*WORK INSTRUCTIONS:* Go through the records below and copy out every line that contains the word "labels".
── AVAILABLE DATA
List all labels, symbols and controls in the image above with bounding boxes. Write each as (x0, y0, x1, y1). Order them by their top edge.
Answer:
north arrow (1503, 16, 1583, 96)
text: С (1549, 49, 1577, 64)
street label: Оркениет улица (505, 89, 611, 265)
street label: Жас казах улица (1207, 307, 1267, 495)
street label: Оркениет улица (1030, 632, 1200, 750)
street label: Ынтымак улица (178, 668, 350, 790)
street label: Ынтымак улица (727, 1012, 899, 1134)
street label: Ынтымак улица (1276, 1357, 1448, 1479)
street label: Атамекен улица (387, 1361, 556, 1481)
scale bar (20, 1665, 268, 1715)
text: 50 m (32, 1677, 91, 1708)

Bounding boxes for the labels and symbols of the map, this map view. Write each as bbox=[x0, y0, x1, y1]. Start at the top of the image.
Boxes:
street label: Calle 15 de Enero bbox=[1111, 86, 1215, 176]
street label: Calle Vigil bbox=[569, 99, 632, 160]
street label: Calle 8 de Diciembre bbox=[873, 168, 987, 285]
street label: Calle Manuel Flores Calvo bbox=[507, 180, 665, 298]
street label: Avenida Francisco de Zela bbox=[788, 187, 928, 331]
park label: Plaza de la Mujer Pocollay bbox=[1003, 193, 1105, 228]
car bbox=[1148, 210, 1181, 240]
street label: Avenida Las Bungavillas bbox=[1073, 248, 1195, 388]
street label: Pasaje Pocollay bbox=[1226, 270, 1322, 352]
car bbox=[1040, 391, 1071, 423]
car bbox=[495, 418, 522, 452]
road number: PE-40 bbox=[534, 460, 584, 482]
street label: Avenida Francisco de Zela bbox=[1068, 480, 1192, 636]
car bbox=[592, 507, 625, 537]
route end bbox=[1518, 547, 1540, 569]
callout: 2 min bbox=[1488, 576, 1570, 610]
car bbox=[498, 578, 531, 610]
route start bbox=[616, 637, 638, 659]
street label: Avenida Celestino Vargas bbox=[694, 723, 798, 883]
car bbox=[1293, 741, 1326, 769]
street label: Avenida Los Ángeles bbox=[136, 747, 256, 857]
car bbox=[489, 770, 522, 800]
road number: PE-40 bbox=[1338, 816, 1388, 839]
────
*RESPONSE FOR THIS EXERCISE:*
List all labels, symbols and controls in the image above with bounding boxes. Write each as (x0, y0, x1, y1). Order them by their top edge.
Bounding boxes for the labels and symbols of the map, this map view. Write each as bbox=[x0, y0, x1, y1]. Start at the top of the image.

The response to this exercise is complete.